I feel uncomfortable about *"seriously learn classical piano" and "1-8 months"*. A PhD proves that you can learn. But music is much more difficult than science and technology (I belong to both worlds) and it demands huge practice, which isn't the same as intellectual learning. Imagine that you find the finger force and concentration to practice for 3h/day (not at the beginning), after 6 months you might (or not) have the level of a future professional who practices 1h/day over 18 months as a child (as a teen it's much more). That is, you'll be able to play beginner's pieces.

Then comes the *age*, sorry for that. You learn languages, maths, engineering... faster with 30 years than with 6. For music it's not that clear.
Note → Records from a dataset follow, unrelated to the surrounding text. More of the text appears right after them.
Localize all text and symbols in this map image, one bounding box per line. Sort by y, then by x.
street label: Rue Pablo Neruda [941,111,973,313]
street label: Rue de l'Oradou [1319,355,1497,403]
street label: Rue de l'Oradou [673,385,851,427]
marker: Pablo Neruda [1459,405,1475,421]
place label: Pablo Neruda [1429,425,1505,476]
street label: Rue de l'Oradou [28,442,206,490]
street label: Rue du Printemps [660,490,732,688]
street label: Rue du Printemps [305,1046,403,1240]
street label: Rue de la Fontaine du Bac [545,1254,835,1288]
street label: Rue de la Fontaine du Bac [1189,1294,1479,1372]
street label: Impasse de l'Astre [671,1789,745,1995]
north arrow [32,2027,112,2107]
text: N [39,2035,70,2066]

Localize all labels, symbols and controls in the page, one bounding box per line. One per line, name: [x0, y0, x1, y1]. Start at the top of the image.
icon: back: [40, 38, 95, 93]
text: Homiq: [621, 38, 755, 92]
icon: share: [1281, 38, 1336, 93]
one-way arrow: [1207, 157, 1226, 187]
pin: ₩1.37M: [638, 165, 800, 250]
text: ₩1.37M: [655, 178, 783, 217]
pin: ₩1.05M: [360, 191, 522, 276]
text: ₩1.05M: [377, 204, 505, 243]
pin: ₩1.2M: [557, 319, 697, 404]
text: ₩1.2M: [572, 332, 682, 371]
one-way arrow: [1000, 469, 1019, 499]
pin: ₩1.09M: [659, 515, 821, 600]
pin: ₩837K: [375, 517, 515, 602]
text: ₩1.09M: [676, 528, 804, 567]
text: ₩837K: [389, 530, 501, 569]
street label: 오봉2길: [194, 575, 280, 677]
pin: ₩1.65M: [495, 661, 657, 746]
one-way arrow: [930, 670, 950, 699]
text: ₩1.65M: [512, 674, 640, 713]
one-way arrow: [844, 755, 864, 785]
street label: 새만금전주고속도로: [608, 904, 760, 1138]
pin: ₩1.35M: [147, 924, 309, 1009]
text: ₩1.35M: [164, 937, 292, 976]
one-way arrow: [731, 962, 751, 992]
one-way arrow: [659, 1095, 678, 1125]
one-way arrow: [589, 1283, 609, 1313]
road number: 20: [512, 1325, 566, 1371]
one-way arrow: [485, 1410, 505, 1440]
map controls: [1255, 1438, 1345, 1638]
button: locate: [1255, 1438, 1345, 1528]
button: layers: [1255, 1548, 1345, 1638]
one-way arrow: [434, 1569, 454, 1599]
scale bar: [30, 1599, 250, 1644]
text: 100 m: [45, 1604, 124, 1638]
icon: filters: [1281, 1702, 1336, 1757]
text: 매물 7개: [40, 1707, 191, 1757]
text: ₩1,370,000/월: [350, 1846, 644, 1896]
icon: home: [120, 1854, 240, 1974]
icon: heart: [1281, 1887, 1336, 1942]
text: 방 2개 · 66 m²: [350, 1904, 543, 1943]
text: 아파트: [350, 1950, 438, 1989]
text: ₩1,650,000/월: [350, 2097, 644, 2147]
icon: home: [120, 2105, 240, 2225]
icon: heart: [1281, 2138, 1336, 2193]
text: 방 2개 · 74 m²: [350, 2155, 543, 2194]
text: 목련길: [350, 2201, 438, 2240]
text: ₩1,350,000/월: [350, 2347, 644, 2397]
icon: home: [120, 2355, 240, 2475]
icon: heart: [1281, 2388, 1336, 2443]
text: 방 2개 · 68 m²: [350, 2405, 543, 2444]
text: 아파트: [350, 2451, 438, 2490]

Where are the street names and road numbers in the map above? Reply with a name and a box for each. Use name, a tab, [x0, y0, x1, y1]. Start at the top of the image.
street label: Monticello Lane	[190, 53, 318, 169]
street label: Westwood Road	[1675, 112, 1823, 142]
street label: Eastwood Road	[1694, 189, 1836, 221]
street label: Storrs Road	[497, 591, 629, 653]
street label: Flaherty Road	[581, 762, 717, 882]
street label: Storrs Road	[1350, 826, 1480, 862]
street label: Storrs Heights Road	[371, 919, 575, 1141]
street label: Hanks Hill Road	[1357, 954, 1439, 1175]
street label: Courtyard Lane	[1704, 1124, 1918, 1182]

Violin at good amateur level is impossible to begin with 30, piano is apparently the same, as I know of no professional who started late. Did you play an other instrument as a child? A second instrument can be started late.

Are you *talented* for music? I suppose the piano would be your first instrument. Unless you're a Gipsy or a Jew, nobody can tell before you try. Without talent, no hope to become a musician, practicing is necessary but doesn't suffice. That's hard, unjust, call it as you want, but it's the reality. If you're a scientist, your chances improve: for unknown reasons, the same people tend to be gifted for both science and music.

"I've always wanted to learn *piano*" so your choice looks firm. The bad news are: we have too many pianists, they find no opportunity to play in groups and even less in public, even as amateurs. Plus, pianists must start learning as children. The oboe can be started later, the bassoon too, and these instruments are much in demand, with a general level far more accessible. The trombone maybe too. The level for piano and violin is just unmanageable.

"The courses/instruction would need to be in *English*": I wouldn't worry about that. You learn a music instrument much by imitation, and the vocabulary is limited. Again, music is a different kind of capability, essentially for movement, rather than intellectual understanding. "Intermediate in Spanish" will suffice I guess. Maybe you can afford a private teacher 1h/day and an accommodation in Mexico or Argentina?

The private teacher option is a very real possibility I believe. Most musicians are badly under-employed, pianists more so. The pianist of a symphonic orchestra is needed there from time to time, piano concerts are rare, pianists live from teaching like so many musicians do. If a pianist teaches at a school that closes during Summer (mind the hemisphere), he might be happy to give daily lessons to you.


----------